WHAT IS KNOWN ALREADY
Oxidative DNA damage is frequently encountered in the spermatozoa of male infertility patients. Such lesions can influence the incidence of de novo mutations in children, yet it remains to be established whether all regions of the sperm genome display equivalent susceptibility to attack by reactive oxygen species.
STUDY DESIGN, SIZE, DURATION
Human spermatozoa obtained from normozoospermic males (n = 8) were split into equivalent samples and subjected to either hydrogen peroxide (H2O2) treatment or vehicle controls before extraction of oxidized DNA using a modified DNA immunoprecipitation (MoDIP) protocol. Specific regions of the genome susceptible to oxidative damage were identified by next-generation sequencing and validated in the spermatozoa of normozoospermic males (n = 18) and in patients undergoing infertility evaluation (n = 14).

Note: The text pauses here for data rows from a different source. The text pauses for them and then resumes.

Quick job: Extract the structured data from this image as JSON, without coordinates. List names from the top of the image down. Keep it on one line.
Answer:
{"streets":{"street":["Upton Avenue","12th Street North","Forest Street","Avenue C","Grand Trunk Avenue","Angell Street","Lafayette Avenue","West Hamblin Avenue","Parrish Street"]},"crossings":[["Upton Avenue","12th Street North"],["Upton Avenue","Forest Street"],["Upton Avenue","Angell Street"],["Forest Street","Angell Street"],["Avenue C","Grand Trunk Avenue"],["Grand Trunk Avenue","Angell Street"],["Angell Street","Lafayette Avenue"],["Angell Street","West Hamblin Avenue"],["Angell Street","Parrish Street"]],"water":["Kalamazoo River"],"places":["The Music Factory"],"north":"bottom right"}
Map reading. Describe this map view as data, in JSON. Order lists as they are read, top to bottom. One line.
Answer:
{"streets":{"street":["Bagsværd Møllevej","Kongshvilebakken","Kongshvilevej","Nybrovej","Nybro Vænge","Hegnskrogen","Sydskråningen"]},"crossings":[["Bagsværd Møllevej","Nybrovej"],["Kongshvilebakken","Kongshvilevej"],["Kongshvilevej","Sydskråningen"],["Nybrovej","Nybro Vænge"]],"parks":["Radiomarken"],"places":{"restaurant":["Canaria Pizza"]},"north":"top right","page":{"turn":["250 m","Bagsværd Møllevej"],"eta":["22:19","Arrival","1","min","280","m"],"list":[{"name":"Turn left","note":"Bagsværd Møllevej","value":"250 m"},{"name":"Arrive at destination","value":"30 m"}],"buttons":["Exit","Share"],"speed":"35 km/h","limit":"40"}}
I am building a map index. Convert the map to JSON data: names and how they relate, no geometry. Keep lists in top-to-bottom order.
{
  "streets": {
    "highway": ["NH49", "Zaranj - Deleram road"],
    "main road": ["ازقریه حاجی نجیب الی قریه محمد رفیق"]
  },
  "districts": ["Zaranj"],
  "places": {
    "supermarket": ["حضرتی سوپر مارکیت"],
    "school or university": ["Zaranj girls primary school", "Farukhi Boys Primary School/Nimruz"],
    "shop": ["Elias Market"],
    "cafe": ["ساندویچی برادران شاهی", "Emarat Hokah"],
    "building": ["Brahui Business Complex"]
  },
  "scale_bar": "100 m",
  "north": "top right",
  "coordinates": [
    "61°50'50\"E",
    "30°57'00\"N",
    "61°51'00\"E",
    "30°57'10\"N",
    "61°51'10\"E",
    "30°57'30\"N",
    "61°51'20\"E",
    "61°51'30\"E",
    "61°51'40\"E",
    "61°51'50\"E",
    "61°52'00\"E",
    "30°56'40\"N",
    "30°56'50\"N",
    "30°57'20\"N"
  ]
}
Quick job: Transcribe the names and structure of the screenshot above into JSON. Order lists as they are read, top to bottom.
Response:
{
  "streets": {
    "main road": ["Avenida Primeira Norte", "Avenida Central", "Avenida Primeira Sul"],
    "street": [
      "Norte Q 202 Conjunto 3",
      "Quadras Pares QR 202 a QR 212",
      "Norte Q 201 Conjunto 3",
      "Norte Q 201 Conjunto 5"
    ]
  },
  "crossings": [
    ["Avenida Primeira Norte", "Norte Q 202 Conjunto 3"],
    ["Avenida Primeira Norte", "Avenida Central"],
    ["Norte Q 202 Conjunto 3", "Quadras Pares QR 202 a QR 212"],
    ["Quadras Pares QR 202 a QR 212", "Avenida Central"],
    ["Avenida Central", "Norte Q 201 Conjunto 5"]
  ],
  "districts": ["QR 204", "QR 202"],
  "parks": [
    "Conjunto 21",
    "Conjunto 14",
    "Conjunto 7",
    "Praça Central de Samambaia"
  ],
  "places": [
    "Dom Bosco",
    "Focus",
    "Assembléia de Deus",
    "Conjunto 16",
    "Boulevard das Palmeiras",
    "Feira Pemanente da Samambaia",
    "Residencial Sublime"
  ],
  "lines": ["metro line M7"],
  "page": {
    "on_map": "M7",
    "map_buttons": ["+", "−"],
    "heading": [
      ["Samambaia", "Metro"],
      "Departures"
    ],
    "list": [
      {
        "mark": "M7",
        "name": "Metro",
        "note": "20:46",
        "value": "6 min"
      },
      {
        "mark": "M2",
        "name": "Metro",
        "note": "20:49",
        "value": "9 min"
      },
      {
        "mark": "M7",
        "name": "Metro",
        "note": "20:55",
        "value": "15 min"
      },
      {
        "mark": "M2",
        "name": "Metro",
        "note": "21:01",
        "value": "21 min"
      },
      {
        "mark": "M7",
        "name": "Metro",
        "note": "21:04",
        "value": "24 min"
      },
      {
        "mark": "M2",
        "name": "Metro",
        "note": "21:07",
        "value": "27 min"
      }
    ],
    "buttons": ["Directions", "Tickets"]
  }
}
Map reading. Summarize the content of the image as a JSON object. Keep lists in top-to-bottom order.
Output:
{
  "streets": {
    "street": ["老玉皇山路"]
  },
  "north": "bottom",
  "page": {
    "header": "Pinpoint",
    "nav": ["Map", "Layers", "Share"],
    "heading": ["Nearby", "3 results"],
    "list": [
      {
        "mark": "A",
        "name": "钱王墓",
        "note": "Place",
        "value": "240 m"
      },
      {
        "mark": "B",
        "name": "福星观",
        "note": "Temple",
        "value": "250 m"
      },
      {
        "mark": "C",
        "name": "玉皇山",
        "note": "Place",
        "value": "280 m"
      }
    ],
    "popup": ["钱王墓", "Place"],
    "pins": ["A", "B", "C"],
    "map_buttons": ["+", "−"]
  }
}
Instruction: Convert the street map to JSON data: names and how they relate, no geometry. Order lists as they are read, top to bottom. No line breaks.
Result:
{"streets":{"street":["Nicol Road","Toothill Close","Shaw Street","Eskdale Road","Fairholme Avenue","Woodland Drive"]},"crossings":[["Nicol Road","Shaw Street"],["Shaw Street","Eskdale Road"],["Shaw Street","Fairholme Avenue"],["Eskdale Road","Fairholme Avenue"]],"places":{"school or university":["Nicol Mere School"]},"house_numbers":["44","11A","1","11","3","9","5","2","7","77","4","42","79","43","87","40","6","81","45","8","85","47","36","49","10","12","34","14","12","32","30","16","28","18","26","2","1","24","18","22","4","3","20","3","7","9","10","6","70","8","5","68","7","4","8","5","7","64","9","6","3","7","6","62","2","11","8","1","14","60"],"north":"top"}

PARTICIPANTS/MATERIALS, SETTING, METHODS
Human spermatozoa were obtained from normozoospermic males and divided into two identical samples prior to being incubated with either H2O2 (5 mm, 1 h) to elicit oxidative stress or an equal volume of vehicle (untreated controls). Alternatively, spermatozoa were obtained from fertility patients assessed as having high basal levels of oxidative stress within their spermatozoa. All semen samples were subjected to MoDIP to selectively isolate oxidized DNA, prior to sequencing of the resultant DNA fragments using a next-generation whole-genomic sequencing platform. Bioinformatic analysis was then employed to identify genomic regions vulnerable to oxidative damage, several of which were selected for real-time quantitative PCR (qPCR) validation.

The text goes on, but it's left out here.